Hands up those of you whose employers have signed the Skills Pledge? Er, that will be about 1 in 10 then.

Like most government-inspired initiatives that aren’t backed by money and compulsion, this one is running out of steam. Perhaps ministers and civil servants involved in dreaming-up the pledge must have thought that pitching it low and making it voluntary would make it more attractive to employers.

The pledge’s lack of impact brings to mind some of the airy-fairy initiatives of the John Major government. For example, who now – other than David Mellor – recalls the Back to Basics campaign with anything but utter disdain?

Consider the facts: according to the Learning and Skills Council (LSC), fewer than 1,300 organisations have signed the Skills Pledge, in theory covering about three million employees. Most of these will already be qualified to Level 2 (five good GCSEs) anyway, so the pledge is irrelevant to them.

The Chartered Institute of Personnel and Development (CIPD) says 13% of its members say their employer has signed the pledge – again, hardly indicative of a stampede to pick up the quill and sign the parchment.

Even skills secretary John Denham seems to have got the message that the pledge is not the kind of initiative that is going to cover a politician in glory. He said recently that the number of employers signing the pledge wasn’t significant as long as the message that it’s important to invest in training and development was being driven home – as if most employers don’t realise that anyway.

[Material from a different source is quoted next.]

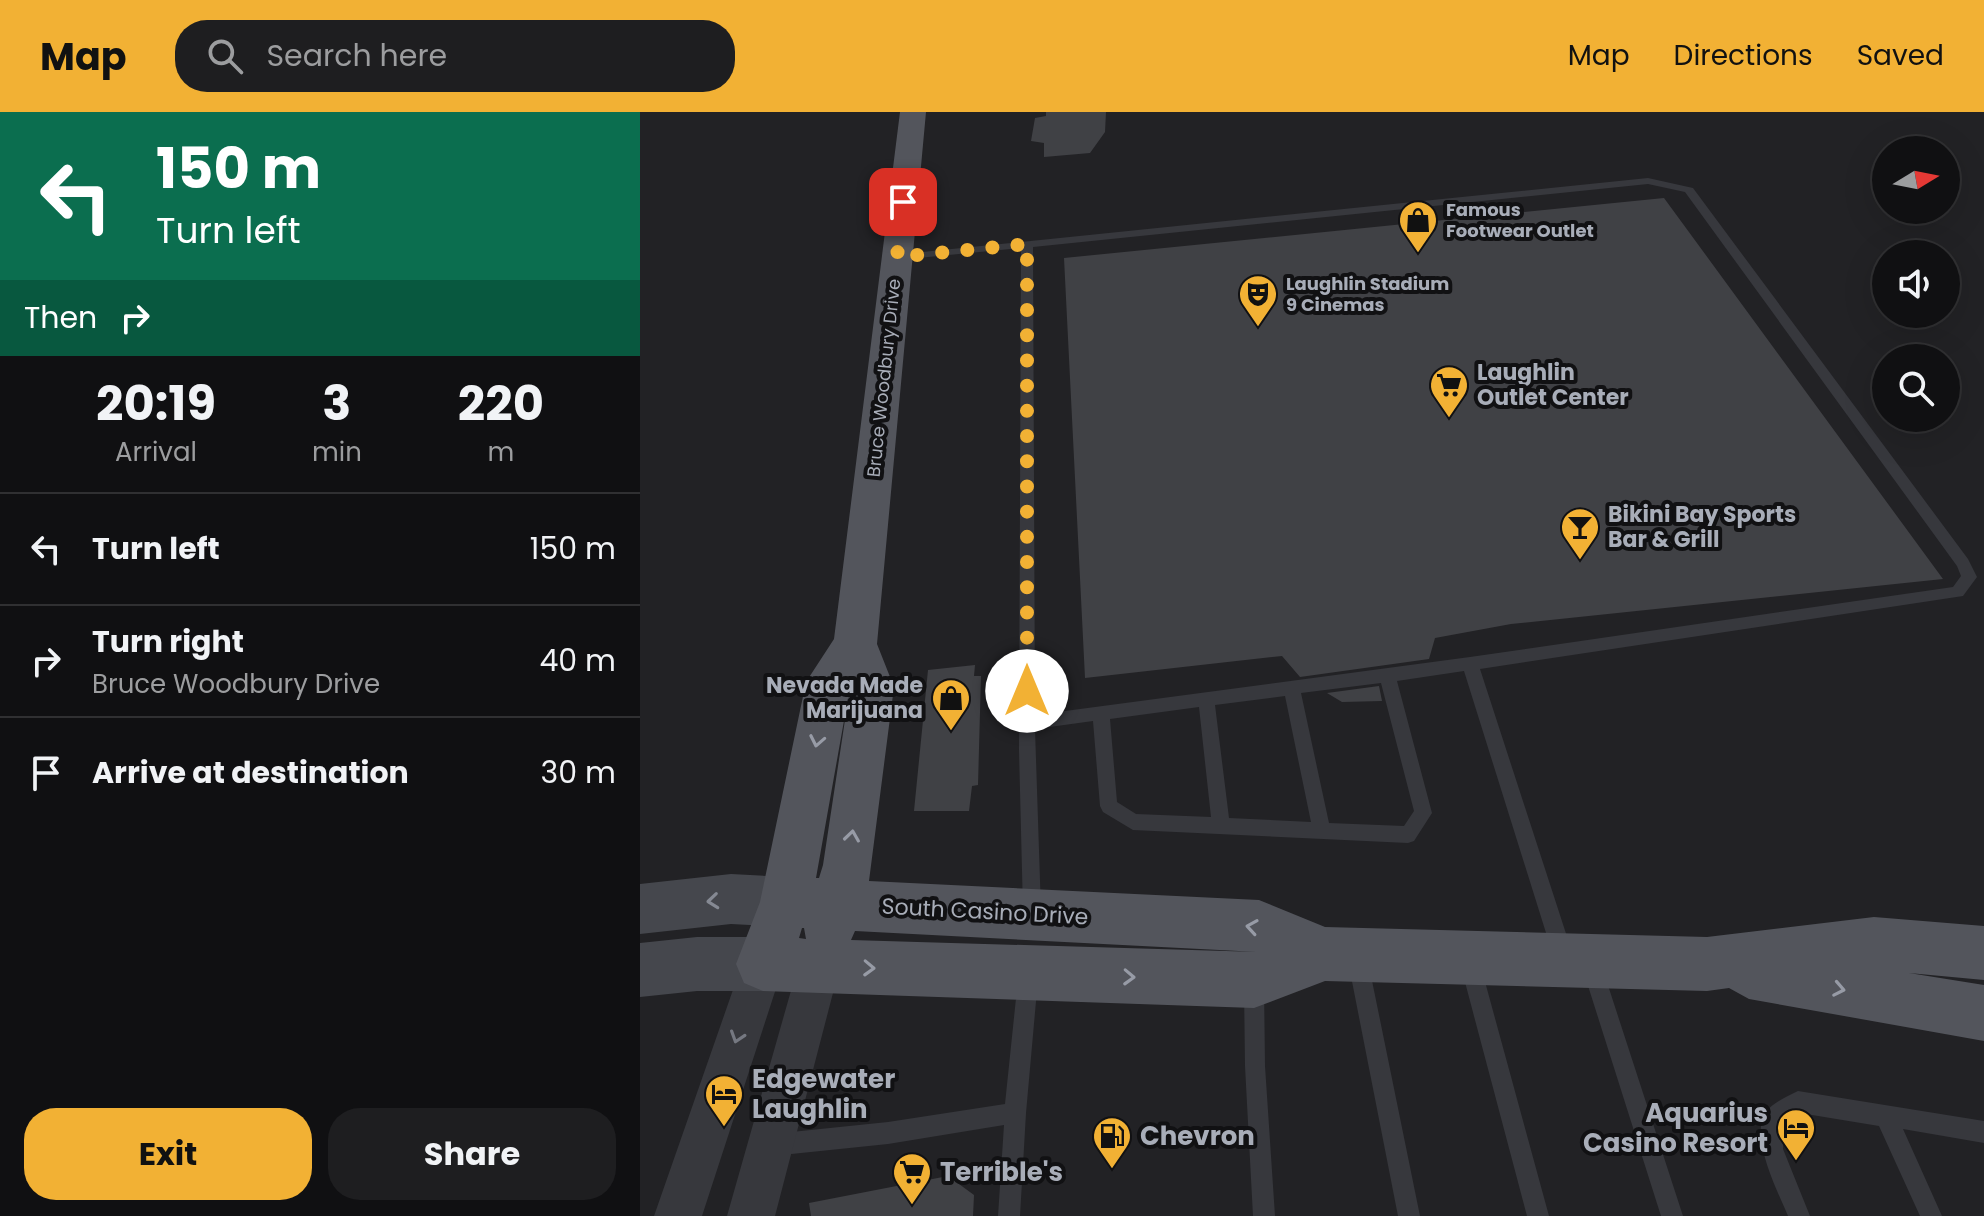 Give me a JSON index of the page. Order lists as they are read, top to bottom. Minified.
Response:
{"streets":{"main road":["Bruce Woodbury Drive","South Casino Drive"]},"crossings":[["Bruce Woodbury Drive","South Casino Drive"]],"places":{"shop":["Famous Footwear Outlet","Nevada Made Marijuana"],"theatre":["Laughlin Stadium 9 Cinemas"],"supermarket":["Laughlin Outlet Center","Terrible's"],"bar":["Bikini Bay Sports Bar & Grill"],"hotel":["Edgewater Laughlin","Aquarius Casino Resort"],"fuel station":["Chevron"]},"north":"right","page":{"header":"Map","search":"Search here","nav":["Map","Directions","Saved"],"turn":["150 m","Turn left"],"then":"Then","eta":["20:19","Arrival","3","min","220","m"],"list":[{"name":"Turn left","value":"150 m"},{"name":"Turn right","note":"Bruce Woodbury Drive","value":"40 m"},{"name":"Arrive at destination","value":"30 m"}],"buttons":["Exit","Share"]}}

Of course, had, say, one in two employers signed the wretched pledge it would have been highly significant and something to put on the ministerial CV alongside, in Denham’s case, charity fundraising and supporting Southampton. How Denham and those in government bothered about skills must wish that Lord Leitch had given that one a miss.

On reflection, it’s astonishing that those behind the Skills Pledge thought that it was a good thing in the first place. Restricting it to just about the lowest rung of the skills and learning ladder was never going to invest it with glamour or gravitas.

Employers may moan about the basic educational standards of some jobseekers, but they were unlikely to see addressing literacy and numeracy issues as their responsibility. Indeed, cynics may say the pledge is a vehicle that the government was hoping to use to absolve itself of the shortcomings of the state education system, where tens of thousands of youngsters can wallow for 11 years and come out functionally illiterate and innumerate.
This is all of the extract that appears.